Documentation

Predicting the US Population

This example shows that using polynomials of even modest degree to predict the future by extrapolating data is a risky business.

This example is older than MATLAB®. It started as an exercise in "Computer Methods for Mathematical Computations", by Forsythe, Malcolm and Moler, published by Prentice-Hall in 1977.

Now, MATLAB and Handle Graphics® make it much easier to vary the parameters and see the results, but the underlying mathematical principles are unchanged.

Here is the US Census data from 1900 to 2000.

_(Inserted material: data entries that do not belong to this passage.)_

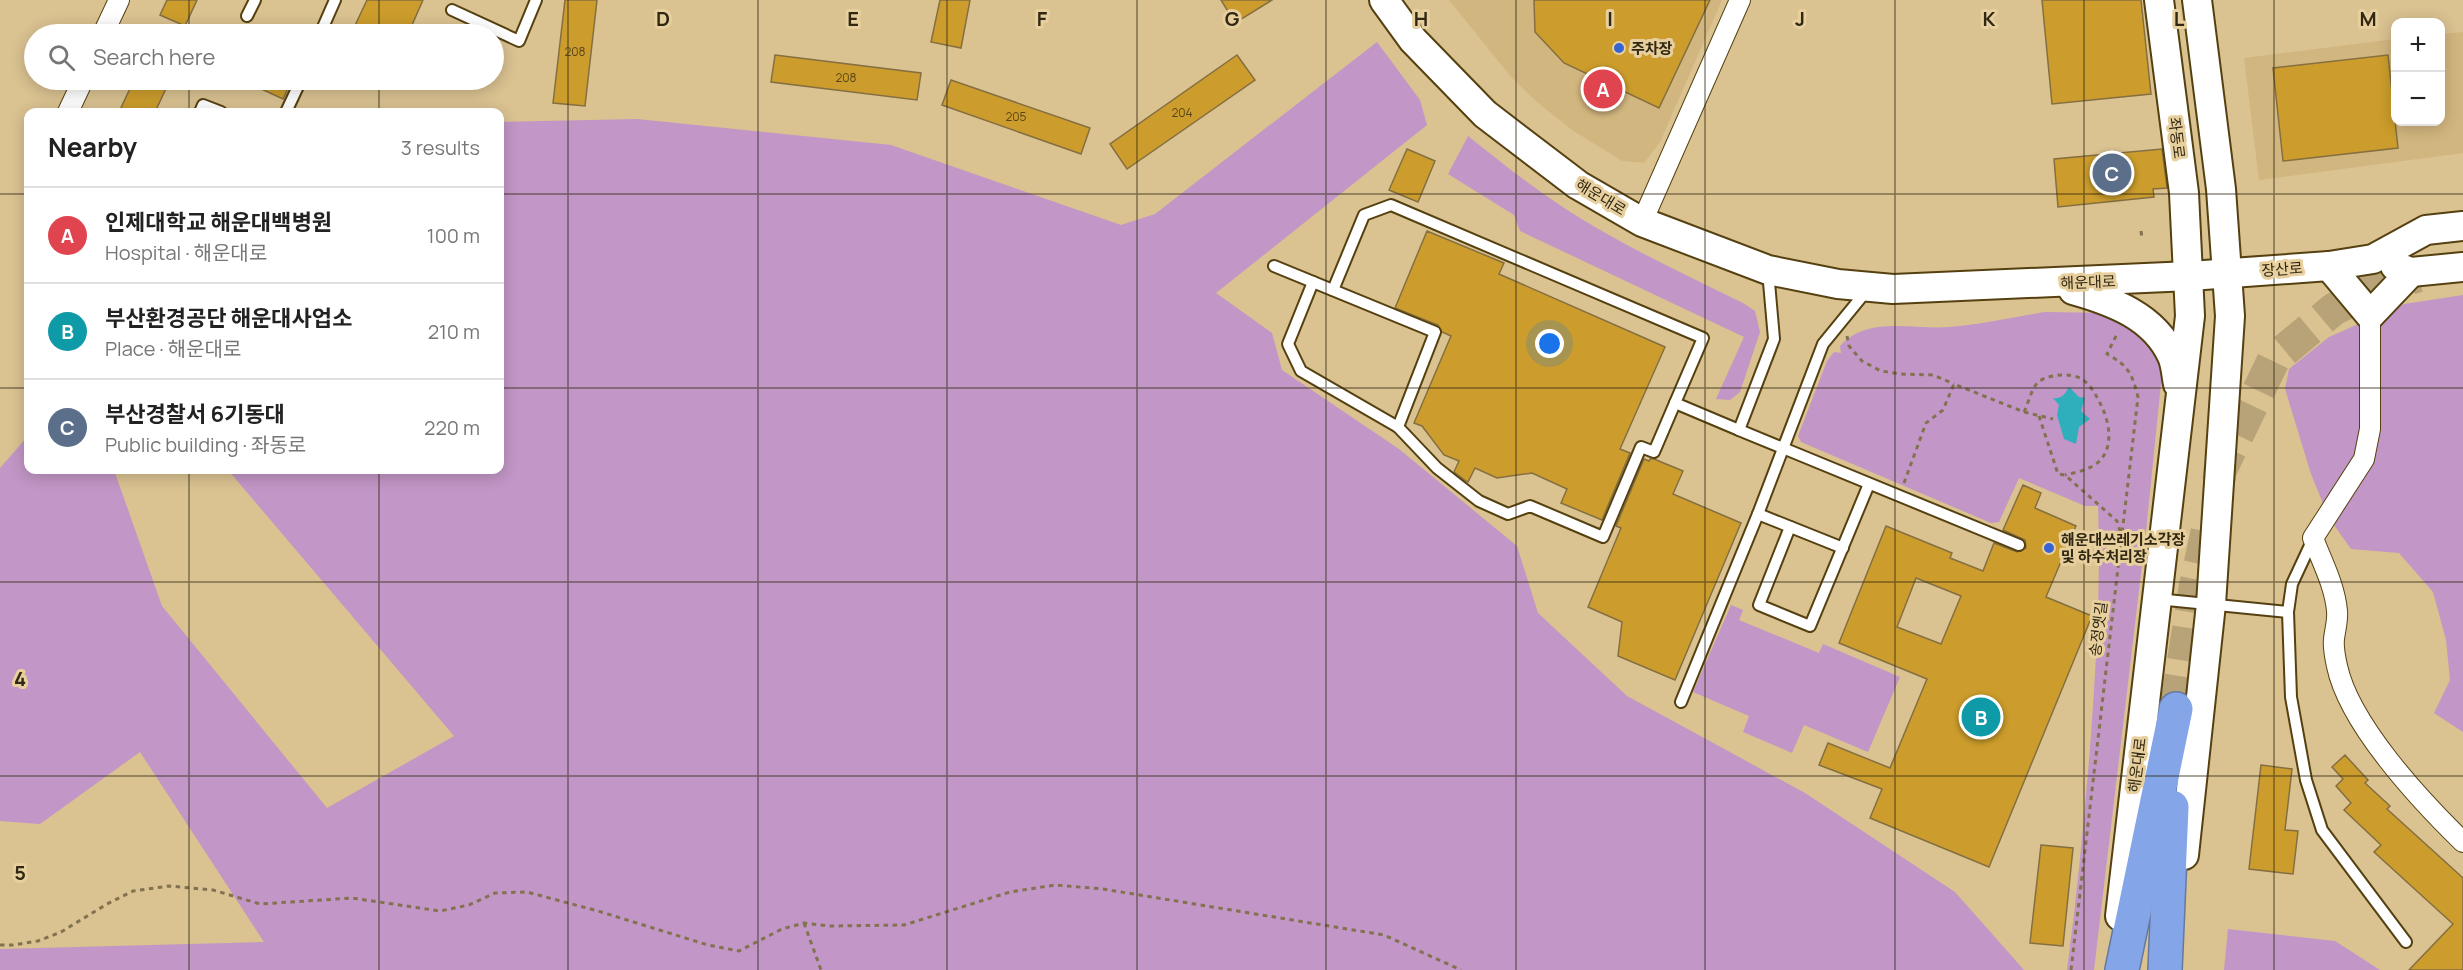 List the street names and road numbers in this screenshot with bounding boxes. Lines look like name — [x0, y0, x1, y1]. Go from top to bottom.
street label: 좌동로 — [2164, 116, 2190, 160]
street label: 해운대로 — [1572, 174, 1630, 220]
street label: 장산로 — [2261, 257, 2303, 281]
street label: 해운대로 — [2060, 271, 2116, 293]
street label: 송정옛길 — [2084, 600, 2112, 658]
street label: 해운대로 — [2123, 736, 2151, 794] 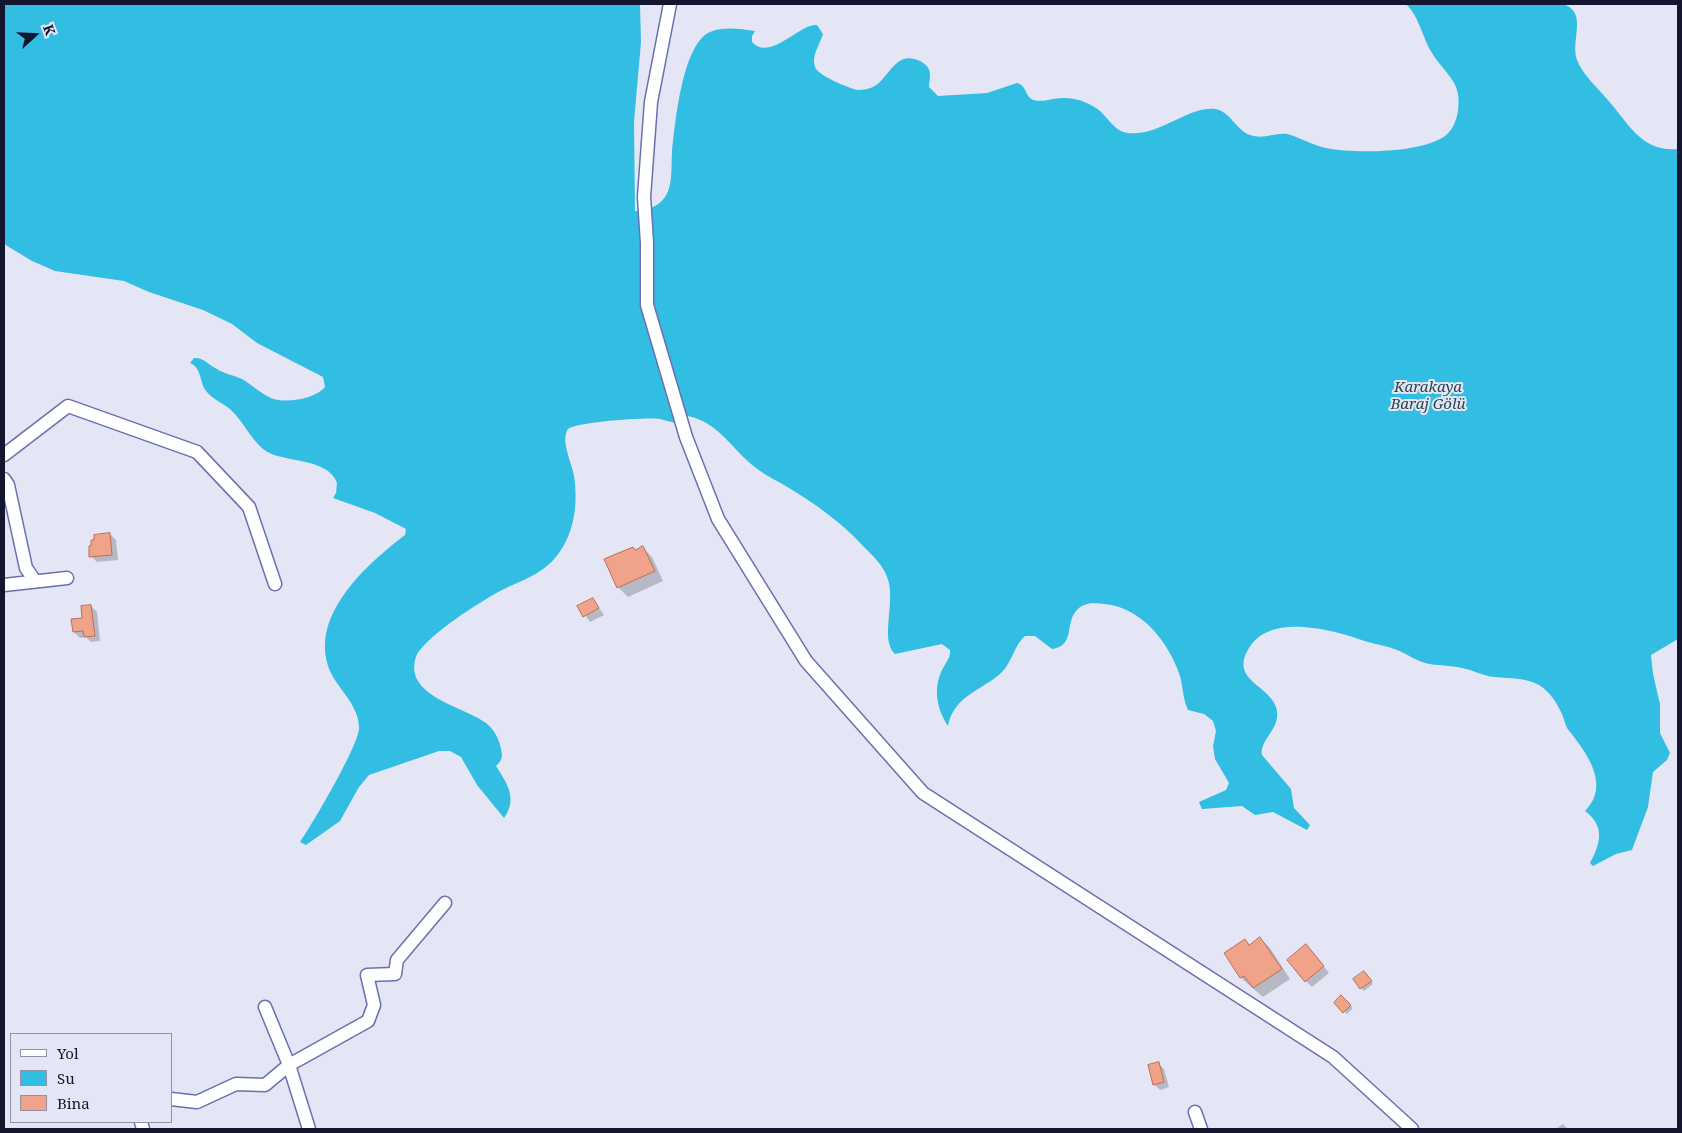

```% Time interval t = (1900:10:2000)'; % Population p = [75.995 91.972 105.711 123.203 131.669 ... 150.697 179.323 203.212 226.505 249.633 281.422]'; % Plot plot(t,p,'bo'); axis([1900 2020 0 400]); title('Population of the U.S. 1900-2000'); ylabel('Millions'); ```

What is your guess for the population in the year 2010?

```p ```
```p = 75.9950 91.9720 105.7110 123.2030 131.6690 150.6970 179.3230 203.2120 226.5050 249.6330 281.4220 ```

Let's fit the data with a polynomial in t and use it to extrapolate to t = 2010. The coefficients in the polynomial are obtained by solving a linear system of equations involving a 11-by-11 Vandermonde matrix, whose elements are powers of scaled time, A(i,j) = s(i)^(n-j);

```n = length(t); s = (t-1950)/50; A = zeros(n); A(:,end) = 1; for j = n-1:-1:1 A(:,j) = s .* A(:,j+1); end ```

The coefficients c for a polynomial of degree d that fits the data p are obtained by solving a linear system of equations involving the last d+1 columns of the Vandermonde matrix:

` A(:,n-d:n)*c ~= p`

If d is less than 10, there are more equations than unknowns and a least squares solution is appropriate. If d is equal to 10, the equations can be solved exactly and the polynomial actually interpolates the data. In either case, the system is solved with MATLAB's backslash operator. Here are the coefficients for the cubic fit.

```c = A(:,n-3:n)\p ```
```c = 1.2629 23.7261 100.3659 155.9043 ```

Now we evaluate the polynomial at every year from 1900 to 2010 and plot the results.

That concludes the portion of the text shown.